Il marchio, infatti, è l’elemento che distingue i prodotti o i servizi di un’impresa da quelli di altre imprese. E’ il legame per il consumatore tra l’azienda e i prodotti che vende.
Dalla sua funzione distintiva derivano anche altre due funzioni del marchio:
- quella di garanzia
- quella pubblicitaria
Questi aspetti assumono particolare valore nei brand più famosi, che hanno la forza di attrarre i clienti anche indipendentemente dall’origine o dalla qualità del prodotto che vendono.
Ma anche il titolare di un marchio rinomato non può approfittare della sua notorietà per essere esonerato dal principio dell’esaurimento. Che traccia il limite dei diritti esclusivi conferiti dalla registrazione.
Cosa prevede il Codice di Proprietà Industriale per la violazione del marchio
L’art. 5 del Codice della proprietà industriale prevede, infatti, che “Le facoltà esclusive attribuite dal presente codice al titolare di un diritto di proprietà industriale si esauriscono una volta che i prodotti protetti da un diritto di proprietà industriale siano stati messi in commercio dal titolare o con il suo consenso nel territorio dello Stato o nel territorio di uno Stato membro della Comunità europea o dello Spazio economico europeo”.
Questa limitazione dei poteri del titolare tuttavia non si applica quando sussistano motivi legittimi perché il titolare stesso si opponga all’ulteriore commercializzazione dei prodotti, in particolare quando lo stato di questi è modificato o alterato dopo la loro immissione in commercio.
Il titolare del marchio non può dunque controllare la distribuzione dei prodotti contraddistinti dalla privativa dopo che vengono messi in commercio dal titolare.
Quindi i brand non possono lamentare la contraffazione del marchio nell’ipotesi di rivendita da parte di terzi di beni usati. A condizione che gli stessi siano autentici e inalterati.

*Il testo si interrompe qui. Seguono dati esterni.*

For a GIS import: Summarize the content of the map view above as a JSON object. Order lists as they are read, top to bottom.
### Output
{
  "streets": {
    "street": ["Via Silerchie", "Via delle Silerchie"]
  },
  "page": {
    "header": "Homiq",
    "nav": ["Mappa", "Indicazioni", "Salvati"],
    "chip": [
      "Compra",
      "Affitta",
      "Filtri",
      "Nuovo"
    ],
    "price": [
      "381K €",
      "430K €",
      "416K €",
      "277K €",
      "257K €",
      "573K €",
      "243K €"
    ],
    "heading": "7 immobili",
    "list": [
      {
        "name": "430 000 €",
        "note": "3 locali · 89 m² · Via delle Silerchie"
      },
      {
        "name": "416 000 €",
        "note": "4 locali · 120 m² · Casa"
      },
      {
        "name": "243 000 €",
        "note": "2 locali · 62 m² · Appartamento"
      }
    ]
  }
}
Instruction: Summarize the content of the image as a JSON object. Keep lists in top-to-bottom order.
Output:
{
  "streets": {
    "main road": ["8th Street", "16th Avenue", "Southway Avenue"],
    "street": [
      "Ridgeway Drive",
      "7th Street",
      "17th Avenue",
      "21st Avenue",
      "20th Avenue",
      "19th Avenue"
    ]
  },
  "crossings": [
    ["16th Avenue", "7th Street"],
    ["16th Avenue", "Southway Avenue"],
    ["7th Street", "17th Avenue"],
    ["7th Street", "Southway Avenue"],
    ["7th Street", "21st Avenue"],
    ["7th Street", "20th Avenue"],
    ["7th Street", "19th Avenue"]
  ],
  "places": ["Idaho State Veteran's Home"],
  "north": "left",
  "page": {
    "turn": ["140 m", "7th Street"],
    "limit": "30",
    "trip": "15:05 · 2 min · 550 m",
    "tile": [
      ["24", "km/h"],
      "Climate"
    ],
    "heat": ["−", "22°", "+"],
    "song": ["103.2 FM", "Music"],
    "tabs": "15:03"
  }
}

Con dei limiti: quando un bene contraddistinto da un marchio viene modificato e successivamente commercializzato a terzi esiste un potenziale rischio di confusione per il consumatore finale circa l’origine del bene e le sue qualità.

Photo by Sébastien Chiron on Unsplash
Ma quando i prodotti usati rappresentano una potenziale contraffazione di un marchio?
Nel corso degli anni, diverse case di moda hanno sostenuto che prodotti di seconda mano autentici, una volta modificati, diano vita a una violazione del loro marchio. Chiedendo l’accertamento del reato di contraffazione, concorrenza sleale e pubblicità ingannevole.
Soprattutto nei confronti dei rivenditori online. E’ pur vero che gli acquisti effettuati online accrescono il pericolo di confusione, dal momento che gli utenti non possono verificare e toccare i prodotti.
Ma l’ulteriore situazione in cui si può verificare una contraffazione del marchio è quella in cui il rivenditore non solo modifica il bene usato, ma lo pubblicizza come se fosse un altro modello originale dello stesso brand.
In conclusione, se l’acquisto di prodotti usati è da valorizzare per le sue finalità etiche ed ecologiche, allo stesso tempo i rivenditori devono rispettare la proprietà intellettuale dei brand originari.
E la vendita non deve tradursi in una tacita appropriazione del marchio. Il venditore deve tenere un comportamento trasparente e rispettoso delle regole sulla concorrenza, mantenendo l’autenticità del prodotto originale e specificando eventuali modifiche.